KOMPAS.com - Di galaksi Bima Sakti, Jupiter diketahui sebagai planet terbesar dan menurut Badan Antariksa Amerika (NASA), planet ini menampung lebih dari 1.000 Bumi di dalamnya. Namun, ternyata ada objek raksasa yang lebih besar dari Jupiter di alam semesta ini.
Semesta memiliki banyak objek besar maupun kecil yang jaraknya berjauhan. Menurut Cornell University, selain Jupiter, Matahari juga merupakan bintang terbesar yang dapat menampung jutaan Bumi.
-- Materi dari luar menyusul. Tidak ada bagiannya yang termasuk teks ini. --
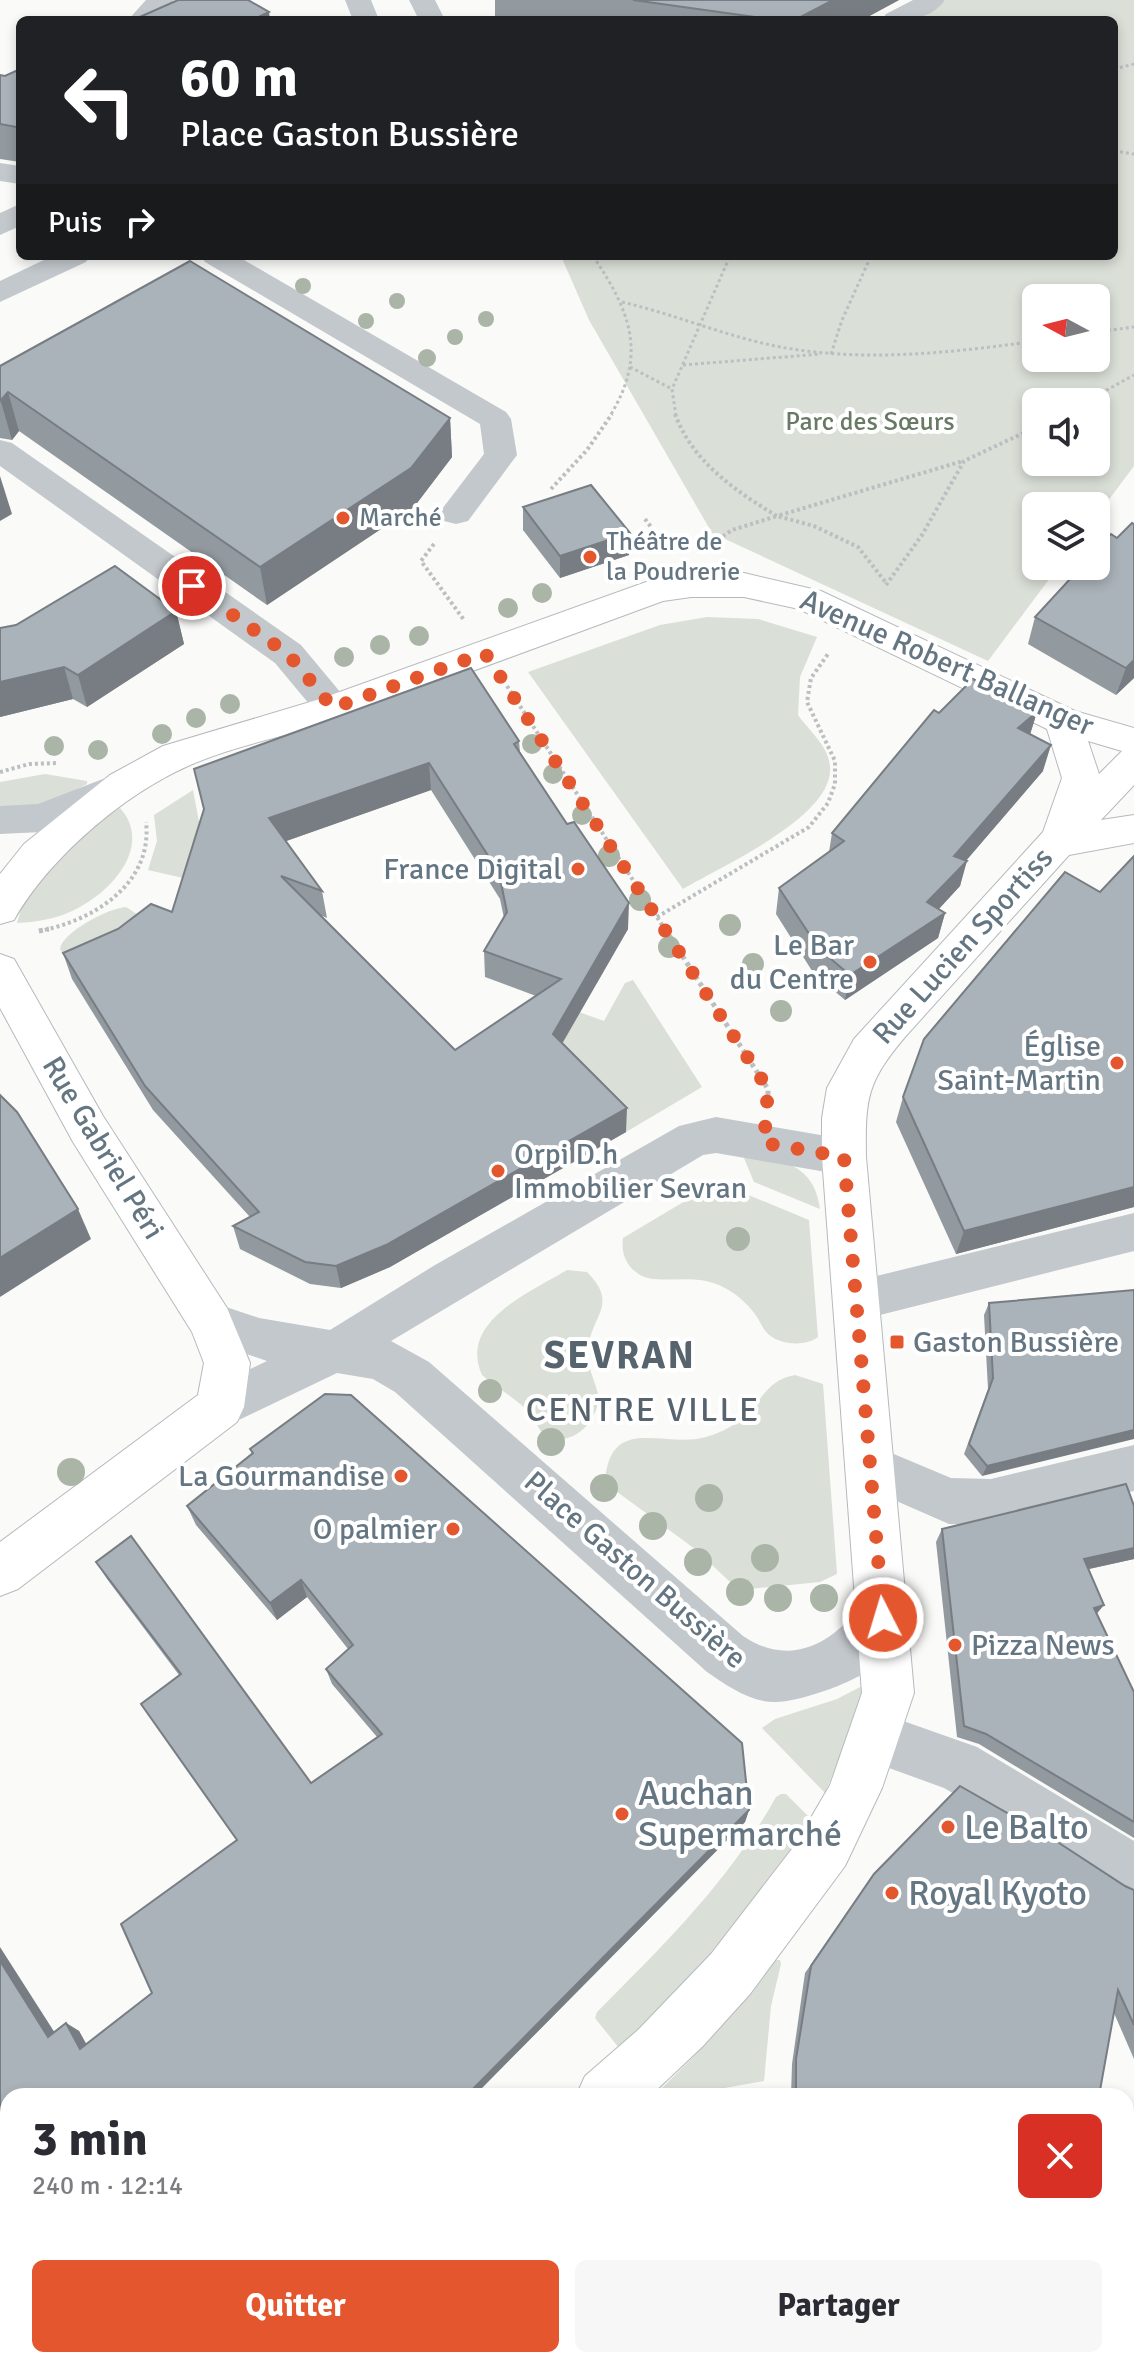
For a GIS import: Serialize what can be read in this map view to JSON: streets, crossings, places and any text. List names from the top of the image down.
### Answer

Bahkan Matahari, yang merupakan bintang tipe G, memiliki ukuran rata-rata dibanding bintang lainnya.
Bintang terbesar yang disebut UY Scuti, dapat menampung 1.700 matahari di dalamnya, dengan catatan margin kesalahan kira-kira sebesar 192 lebar matahari.
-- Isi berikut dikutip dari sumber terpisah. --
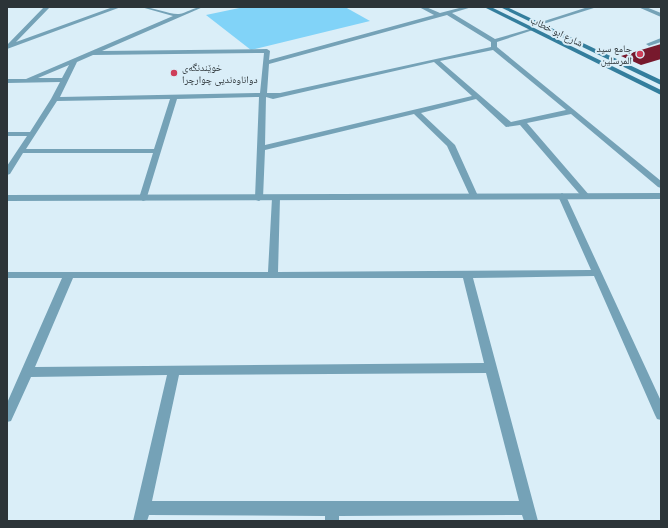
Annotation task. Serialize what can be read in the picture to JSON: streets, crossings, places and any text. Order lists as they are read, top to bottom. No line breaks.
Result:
{"streets":{"main road":["شارع ابو خطاب"]},"places":["جامع سيد المرسلين","خوێندنگەی دواناوەندیی چوارچرا"]}
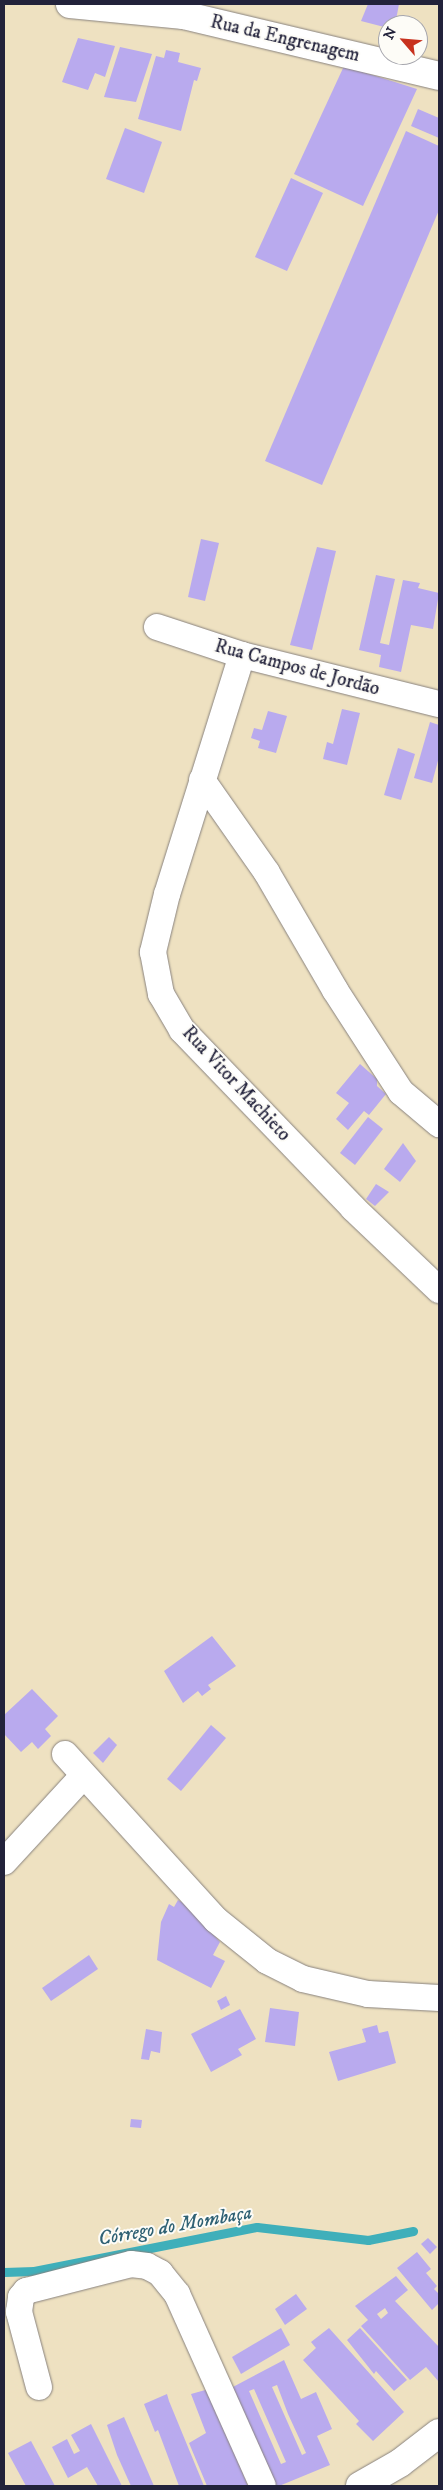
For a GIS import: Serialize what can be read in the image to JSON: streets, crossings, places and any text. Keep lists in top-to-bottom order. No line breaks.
{"streets":{"street":["Rua da Engrenagem","Rua Campos de Jordão","Rua Vitor Machieto"]},"crossings":[["Rua Campos de Jordão","Rua Vitor Machieto"]],"water":["Córrego do Mombaça"],"north":"top left"}
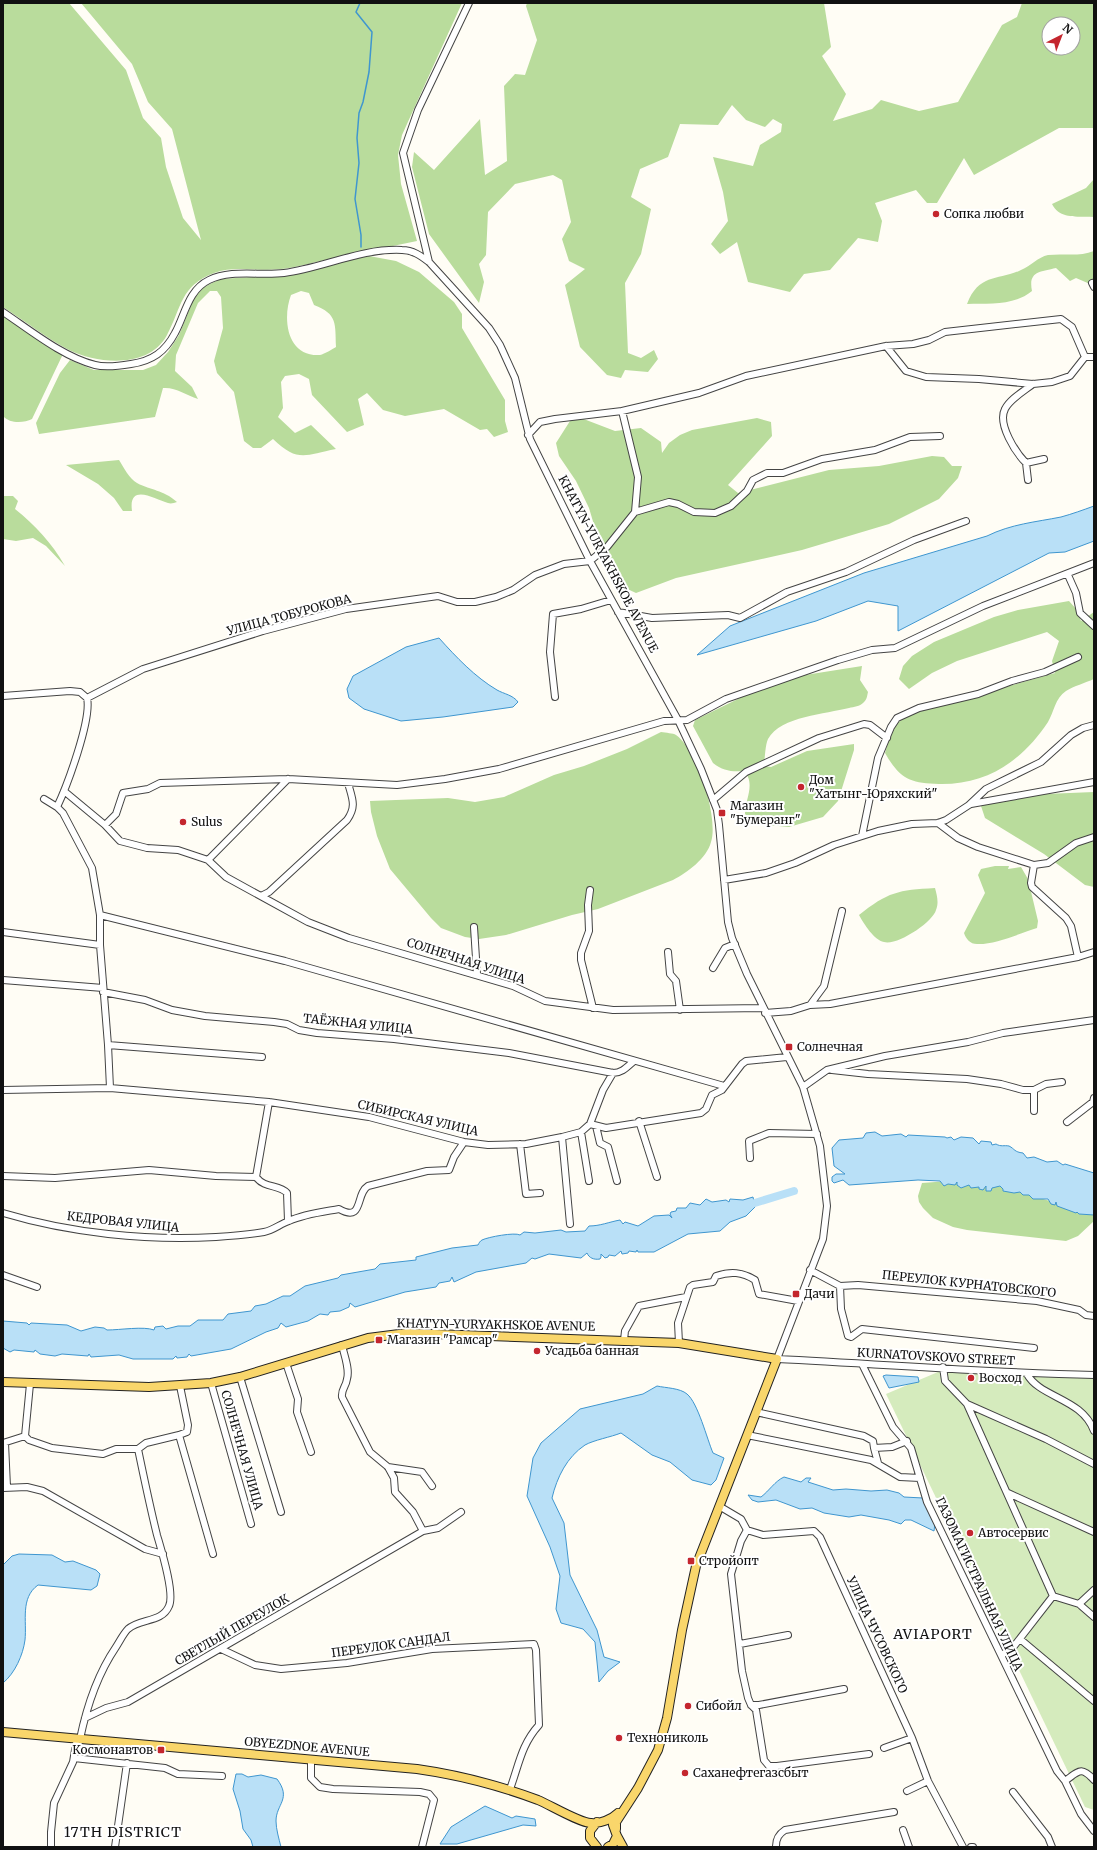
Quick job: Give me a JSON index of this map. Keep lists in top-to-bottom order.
{
  "streets": {
    "main road": ["KHATYN-YURYAKHSKOE AVENUE", "OBYEZDNOE AVENUE"],
    "street": [
      "УЛИЦА ТОБУРОКОВА",
      "СОЛНЕЧНАЯ УЛИЦА",
      "ТАЁЖНАЯ УЛИЦА",
      "СИБИРСКАЯ УЛИЦА",
      "КЕДРОВАЯ УЛИЦА",
      "ПЕРЕУЛОК КУРНАТОВСКОГО",
      "KURNATOVSKOVO STREET",
      "ГАЗОМАГИСТРАЛЬНАЯ УЛИЦА",
      "СВЕТЛЫЙ ПЕРЕУЛОК",
      "УЛИЦА ЧУСОВСКОГО",
      "ПЕРЕУЛОК САНДАЛ"
    ]
  },
  "crossings": [
    ["KHATYN-YURYAKHSKOE AVENUE", "УЛИЦА ТОБУРОКОВА"],
    ["KHATYN-YURYAKHSKOE AVENUE", "СОЛНЕЧНАЯ УЛИЦА"],
    ["KHATYN-YURYAKHSKOE AVENUE", "KURNATOVSKOVO STREET"],
    ["KHATYN-YURYAKHSKOE AVENUE", "OBYEZDNOE AVENUE"],
    ["СИБИРСКАЯ УЛИЦА", "КЕДРОВАЯ УЛИЦА"],
    ["KURNATOVSKOVO STREET", "ГАЗОМАГИСТРАЛЬНАЯ УЛИЦА"],
    ["СВЕТЛЫЙ ПЕРЕУЛОК", "ПЕРЕУЛОК САНДАЛ"],
    ["ПЕРЕУЛОК САНДАЛ", "OBYEZDNOE AVENUE"]
  ],
  "districts": ["AVIAPORT", "17TH DISTRICT"],
  "places": {
    "other": [
      "Сопка любви",
      "Дом \"Хатынг-Юряхский\"",
      "Sulus",
      "Усадьба банная",
      "Восход",
      "Автосервис",
      "Сибойл",
      "Технониколь",
      "Саханефтегазсбыт"
    ],
    "transit": [
      "Магазин \"Бумеранг\"",
      "Солнечная",
      "Дачи",
      "Магазин \"Рамсар\"",
      "Стройопт",
      "Космонавтов"
    ]
  },
  "north": "top right"
}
Baca juga: Dahsyatnya Letusan Lubang Hitam di Galaksi Ini Terkuat di Alam Semesta
Lalu, di antara objek-objek besar di alam semesta, objek apa yang termasuk kluster terbesar?
Pada 2013, astronom melaporkan sebuah kluster terbesar dalam alam semesta yang disebut Hercules-Corona Borealis Great Wall.
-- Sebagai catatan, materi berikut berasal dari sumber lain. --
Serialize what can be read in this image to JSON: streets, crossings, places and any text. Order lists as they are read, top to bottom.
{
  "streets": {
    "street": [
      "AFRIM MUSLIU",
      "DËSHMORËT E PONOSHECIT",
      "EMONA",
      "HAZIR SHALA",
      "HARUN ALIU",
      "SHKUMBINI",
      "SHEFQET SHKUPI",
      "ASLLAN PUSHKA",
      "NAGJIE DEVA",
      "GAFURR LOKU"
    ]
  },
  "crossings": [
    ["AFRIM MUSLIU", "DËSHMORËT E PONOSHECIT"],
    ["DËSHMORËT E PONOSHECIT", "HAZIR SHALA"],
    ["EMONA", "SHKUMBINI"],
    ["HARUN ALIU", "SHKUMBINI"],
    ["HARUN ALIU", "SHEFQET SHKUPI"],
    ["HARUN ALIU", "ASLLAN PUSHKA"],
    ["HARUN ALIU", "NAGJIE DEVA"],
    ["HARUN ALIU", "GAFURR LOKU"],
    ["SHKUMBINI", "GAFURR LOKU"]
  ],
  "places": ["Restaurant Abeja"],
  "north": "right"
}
Besarnya ukuran objek ini membuat cahaya membutuhkan waktu 10 miliar tahun untuk bergerak melintasi strukturnya. Sebagai informasi, alam semesta baru berusia 13,8 miliar tahun.
Penemuan objek ini terungkap saat tim peneliti, yang dipimpin oleh Istvan Horvarth dari University of Public Service di Hongaria, melihat fenomena kosmik singkat yang dikenal sebagai semburan sinar gamma.
Baca juga: Gas Aneh Dekati Jantung Galaksi Bima Sakti, Mungkinkah Lubang Hitam?
Diperkirakan semburan tersebut berasal dari supernova atau bintang masif yang meledak pada akhir hidupnya. Survei awal menunjukkan sinar gamma terkonsentrasi sekitar 10 miliar tahun cahaya ke arah rasi bintang Hercules dan Corona Borealis.
Kemudian para peneliti menganggap semburan sinar gamma sebagai sebuah indikasi baik karena bintang-bintang besar cenderung berkumpul di daerah padat.
Akan tetapi, ternyata struktur ukurannya sangat besar dan memancing pertanyaan dari para peneliti mengenai bagaimana struktur sebesar itu dapat terbentuk.
Sebuah artikel dari Discovery News pada 2013 menunjukkan struktur ini terlihat bertentangan dengan prinsip kosmologi atau bagaimana alam semesta terbentuk dan berevolusi.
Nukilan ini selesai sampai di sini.